- **Collected data**:
%%

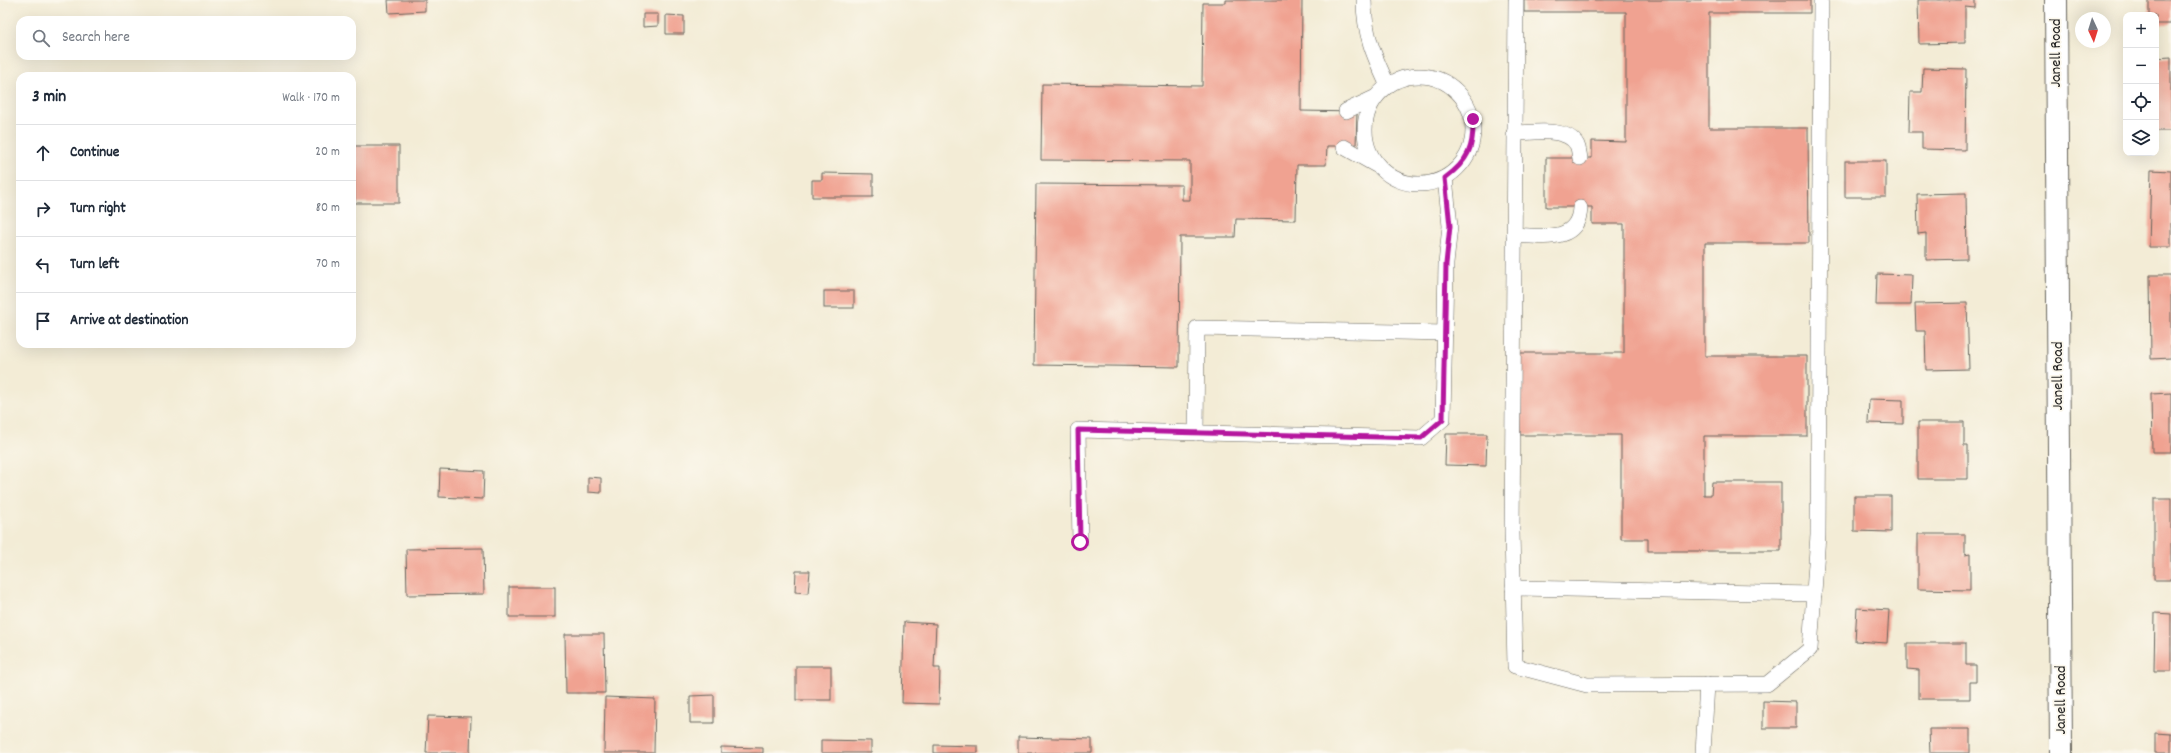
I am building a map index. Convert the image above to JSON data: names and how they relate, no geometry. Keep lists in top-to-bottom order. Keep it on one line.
{"streets":{"street":["Janell Road"]},"north":"bottom","page":{"map_buttons":["+","−"],"search":"Search here","heading":["3 min","Walk · 170 m"],"list":[["Continue","20 m"],["Turn right","80 m"],["Turn left","70 m"],"Arrive at destination"]}}
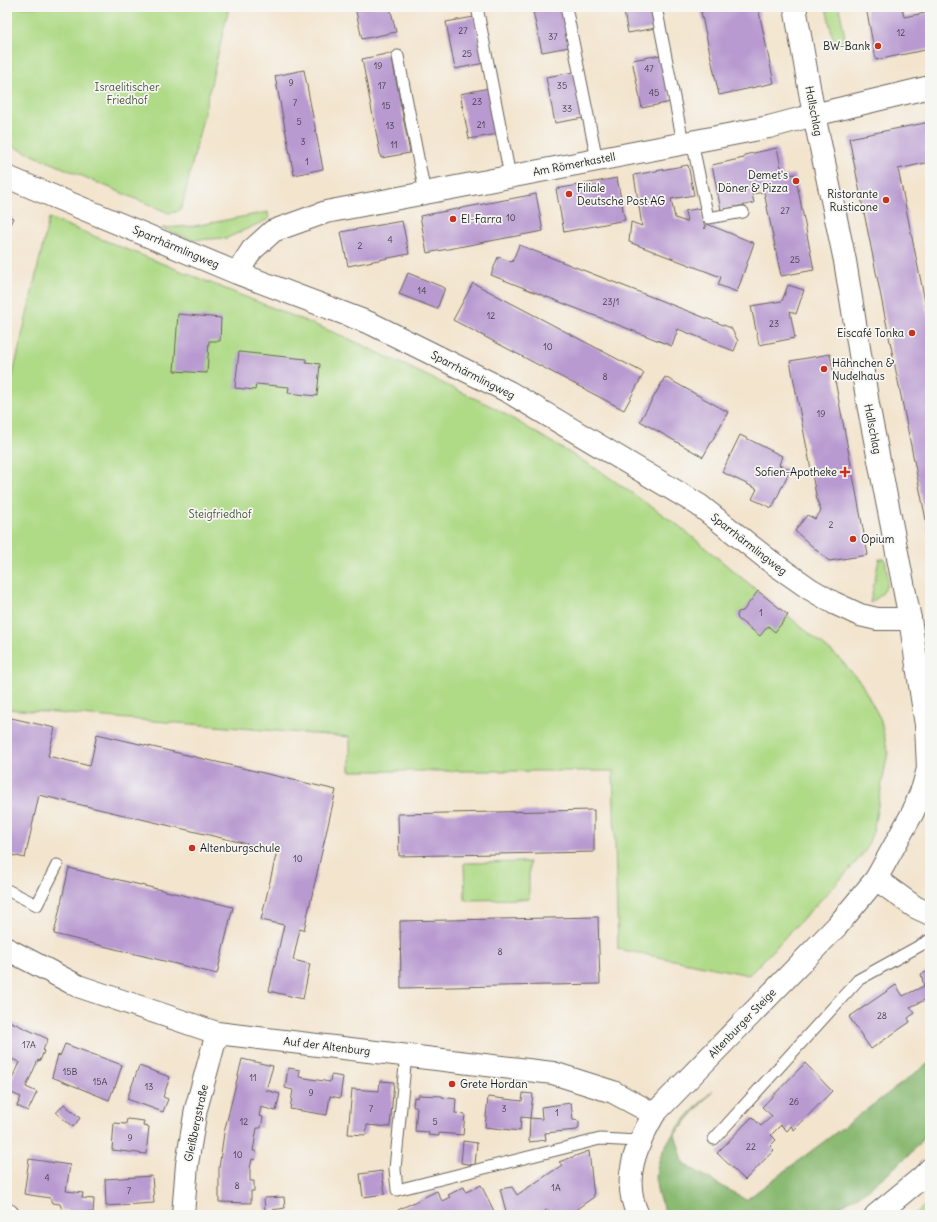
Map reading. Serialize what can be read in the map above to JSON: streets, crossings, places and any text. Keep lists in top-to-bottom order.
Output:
{
  "streets": {
    "street": [
      "Hallschlag",
      "Am Römerkastell",
      "Sparrhärmlingweg",
      "Altenburger Steige",
      "Auf der Altenburg",
      "Gleißbergstraße"
    ]
  },
  "crossings": [
    ["Hallschlag", "Am Römerkastell"],
    ["Hallschlag", "Sparrhärmlingweg"],
    ["Hallschlag", "Altenburger Steige"],
    ["Am Römerkastell", "Sparrhärmlingweg"],
    ["Altenburger Steige", "Auf der Altenburg"],
    ["Auf der Altenburg", "Gleißbergstraße"]
  ],
  "parks": ["Israelitischer Friedhof", "Steigfriedhof"],
  "places": {
    "other": [
      "BW-Bank",
      "Demet's Döner & Pizza",
      "Filiale Deutsche Post AG",
      "Ristorante Rusticone",
      "El-Farra",
      "Eiscafé Tonka",
      "Hähnchen & Nudelhaus",
      "Opium",
      "Altenburgschule",
      "Grete Hordan"
    ],
    "health": ["Sofien-Apotheke"]
  },
  "house_numbers": [
    "27",
    "12",
    "37",
    "25",
    "19",
    "47",
    "9",
    "17",
    "35",
    "45",
    "23",
    "7",
    "15",
    "33",
    "5",
    "21",
    "13",
    "3",
    "11",
    "1",
    "27",
    "10",
    "4",
    "2",
    "25",
    "14",
    "23/1",
    "12",
    "23",
    "10",
    "8",
    "19",
    "2",
    "1",
    "10",
    "8",
    "28",
    "17A",
    "15B",
    "11",
    "15A",
    "13",
    "9",
    "26",
    "7",
    "3",
    "1",
    "12",
    "5",
    "9",
    "22",
    "10",
    "4",
    "8",
    "1A",
    "7"
  ]
}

%%

- **REQUIRED WORK**: Print out the entries once more, unchanged. No pictures.

- **EXPECTED OUTPUT**:
I am building a map index. Convert the image above to JSON data: names and how they relate, no geometry. Keep lists in top-to-bottom order. Keep it on one line.
{"streets":{"street":["Janell Road"]},"north":"bottom","page":{"map_buttons":["+","−"],"search":"Search here","heading":["3 min","Walk · 170 m"],"list":[["Continue","20 m"],["Turn right","80 m"],["Turn left","70 m"],"Arrive at destination"]}}
Map reading. Serialize what can be read in the map above to JSON: streets, crossings, places and any text. Keep lists in top-to-bottom order.
Output:
{
  "streets": {
    "street": [
      "Hallschlag",
      "Am Römerkastell",
      "Sparrhärmlingweg",
      "Altenburger Steige",
      "Auf der Altenburg",
      "Gleißbergstraße"
    ]
  },
  "crossings": [
    ["Hallschlag", "Am Römerkastell"],
    ["Hallschlag", "Sparrhärmlingweg"],
    ["Hallschlag", "Altenburger Steige"],
    ["Am Römerkastell", "Sparrhärmlingweg"],
    ["Altenburger Steige", "Auf der Altenburg"],
    ["Auf der Altenburg", "Gleißbergstraße"]
  ],
  "parks": ["Israelitischer Friedhof", "Steigfriedhof"],
  "places": {
    "other": [
      "BW-Bank",
      "Demet's Döner & Pizza",
      "Filiale Deutsche Post AG",
      "Ristorante Rusticone",
      "El-Farra",
      "Eiscafé Tonka",
      "Hähnchen & Nudelhaus",
      "Opium",
      "Altenburgschule",
      "Grete Hordan"
    ],
    "health": ["Sofien-Apotheke"]
  },
  "house_numbers": [
    "27",
    "12",
    "37",
    "25",
    "19",
    "47",
    "9",
    "17",
    "35",
    "45",
    "23",
    "7",
    "15",
    "33",
    "5",
    "21",
    "13",
    "3",
    "11",
    "1",
    "27",
    "10",
    "4",
    "2",
    "25",
    "14",
    "23/1",
    "12",
    "23",
    "10",
    "8",
    "19",
    "2",
    "1",
    "10",
    "8",
    "28",
    "17A",
    "15B",
    "11",
    "15A",
    "13",
    "9",
    "26",
    "7",
    "3",
    "1",
    "12",
    "5",
    "9",
    "22",
    "10",
    "4",
    "8",
    "1A",
    "7"
  ]
}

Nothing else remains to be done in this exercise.